In the "Atlantis Attacks" storyline, Sword Master and the other New Agents of Atlas are summoned by Amadeus Cho during his confrontation with Namor. Namor warns the group to return Atlantis' dragon in a day or else face the wrath of Atlantis before retreating. After the skirmish, Sword Master and the other New Agents are introduced to the original Agents of Atlas by Atlas Foundation head Jimmy Woo. When Woo sends Namora, Venus, Aero and Wave to Atlantis for a diplomatic mission, Amadeus discretely orders Sword Master and Shang-Chi to spy on Namora, due to her familial ties with Namor. The dragon is eventually released from captivity, but upon arriving home, she unexpectedly goes berserk and attacks the underwater kingdom. Sword Master witnesses the destruction caused by the dragon and Shang-Chi relays to Amadeus that Atlantis' scientists discovered an implant embedded in the dragon's scales to be the source of her behavior and that Namor believes Amadeus to be behind the sabotage, prompting the king to resume his assault on Pan. When Amadeus is forcibly transformed into his Hulk form and put under Nguyen's control with Sirena tech in a last-ditch effort to destroy Atlantis, Sword Master and Shang-Chi are able to remove the device from Amadeus, freeing him from Nguyen's control. When the conflict between Pan and Atlantis is peacefully resolved, Amadeus and Shang-Chi leave the team after admonishing Woo for using the team as his pawns, but Sword Master remains with the Agents of Atlas.
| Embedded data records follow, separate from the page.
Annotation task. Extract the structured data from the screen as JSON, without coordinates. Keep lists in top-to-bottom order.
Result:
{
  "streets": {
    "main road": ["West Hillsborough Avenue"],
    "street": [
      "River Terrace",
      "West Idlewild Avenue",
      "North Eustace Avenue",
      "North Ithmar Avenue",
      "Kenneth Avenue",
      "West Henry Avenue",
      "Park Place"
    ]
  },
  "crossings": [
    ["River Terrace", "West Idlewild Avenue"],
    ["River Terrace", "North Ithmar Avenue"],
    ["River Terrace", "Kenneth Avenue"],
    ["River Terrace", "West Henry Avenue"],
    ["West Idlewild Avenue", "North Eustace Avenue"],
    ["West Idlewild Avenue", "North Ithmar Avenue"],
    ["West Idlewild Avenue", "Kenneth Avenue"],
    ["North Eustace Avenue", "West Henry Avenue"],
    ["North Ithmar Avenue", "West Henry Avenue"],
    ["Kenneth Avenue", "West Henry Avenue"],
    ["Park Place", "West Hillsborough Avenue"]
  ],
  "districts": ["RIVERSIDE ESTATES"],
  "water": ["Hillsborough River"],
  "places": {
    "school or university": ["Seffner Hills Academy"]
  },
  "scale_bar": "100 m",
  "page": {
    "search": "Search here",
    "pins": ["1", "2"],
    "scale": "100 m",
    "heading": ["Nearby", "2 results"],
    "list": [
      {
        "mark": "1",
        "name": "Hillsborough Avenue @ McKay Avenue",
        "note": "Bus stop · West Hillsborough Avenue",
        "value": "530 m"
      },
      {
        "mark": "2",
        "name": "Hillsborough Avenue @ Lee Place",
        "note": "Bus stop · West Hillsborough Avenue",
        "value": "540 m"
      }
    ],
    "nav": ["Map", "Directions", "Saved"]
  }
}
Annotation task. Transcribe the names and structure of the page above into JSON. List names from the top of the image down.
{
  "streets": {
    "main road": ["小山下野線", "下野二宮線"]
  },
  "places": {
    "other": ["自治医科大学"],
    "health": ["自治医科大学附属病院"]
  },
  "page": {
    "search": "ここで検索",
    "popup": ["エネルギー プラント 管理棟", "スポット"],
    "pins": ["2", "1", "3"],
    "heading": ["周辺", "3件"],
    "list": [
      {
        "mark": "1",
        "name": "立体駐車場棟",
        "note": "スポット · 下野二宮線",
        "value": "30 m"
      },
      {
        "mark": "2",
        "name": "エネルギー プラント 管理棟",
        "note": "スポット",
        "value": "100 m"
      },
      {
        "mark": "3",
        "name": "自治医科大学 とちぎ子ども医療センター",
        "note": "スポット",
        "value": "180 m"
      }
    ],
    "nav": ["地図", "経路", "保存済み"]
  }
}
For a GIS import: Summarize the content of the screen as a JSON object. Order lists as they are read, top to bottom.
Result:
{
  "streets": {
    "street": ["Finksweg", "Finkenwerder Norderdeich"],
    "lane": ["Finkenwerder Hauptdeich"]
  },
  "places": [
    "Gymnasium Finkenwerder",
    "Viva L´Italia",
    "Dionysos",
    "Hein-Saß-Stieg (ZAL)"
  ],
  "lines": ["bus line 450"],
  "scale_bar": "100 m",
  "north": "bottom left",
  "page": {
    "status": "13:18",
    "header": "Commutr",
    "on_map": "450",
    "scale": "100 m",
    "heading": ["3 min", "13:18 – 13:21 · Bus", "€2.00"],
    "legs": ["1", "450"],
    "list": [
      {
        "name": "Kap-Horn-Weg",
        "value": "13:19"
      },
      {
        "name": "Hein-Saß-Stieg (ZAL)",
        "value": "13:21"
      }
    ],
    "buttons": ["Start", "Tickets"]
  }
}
During the "King in Black" event, Sword Master initially defends Shanghai from invading symbiote dragons with Aero and the Black Knight, who had been abandoned in Shanghai and separated from his Ebony Blade, but abandons his mission after realizing that the symbiotes were minions of Knull rather than Chiyou, believing the task to be beneath him. Angered by Lie's arrogance, the Sword of Fu Xi abandons him for Black Knight, which incenses Sword Master as he dismisses Black Knight as a "psychotic American" unworthy of wielding the Sword. While using the Sword of Fu Xi, Black Knight succumbs to madness, which prompts the Sword to return to Lie. As Sword Master and Black Knight fight over the Sword, a symbiote dragon ensnares them with its tendrils, which also mentally connects them to Knull, who expresses his desire for their respective swords and ruthlessly mocks the two for their ignorance of their weapons' true histories. The Sword of Fu Xi burns Black Knight's hand, returns to Sword Master, and frees the two from Knull's grasp just as a swarm of symbiote dragons amalgamates into Knull's avatar, taking on a gigantic appearance of Chiyou. Sword Master helps Black Knight recover the Ebony Blade and two use their respective swords to destroy the avatar with Aero's help.

When the death of Doctor Strange prompts legions of demons to invade parts of the world, Sword Master is sent to Seoul by Woo to assist his teammate White Fox with taking down an undead kumiho that had been terrorizing the South Korean countryside. While fighting the kumiho, the Sword of Fu Xi is destroyed by the kumiho who then throws Sword Master into a ravine. Although White Fox is able to slay the demon, she, the Agents of Atlas and Tiger Division are unable to find Lie, with White Fox recovering only a single shard of the Sword, causing them to presume he died. Due to the Sword of Fu Xi's destruction, the seals on Chiyou's three tombs further weakened, prompting more of his demon minions to attack cities around the world.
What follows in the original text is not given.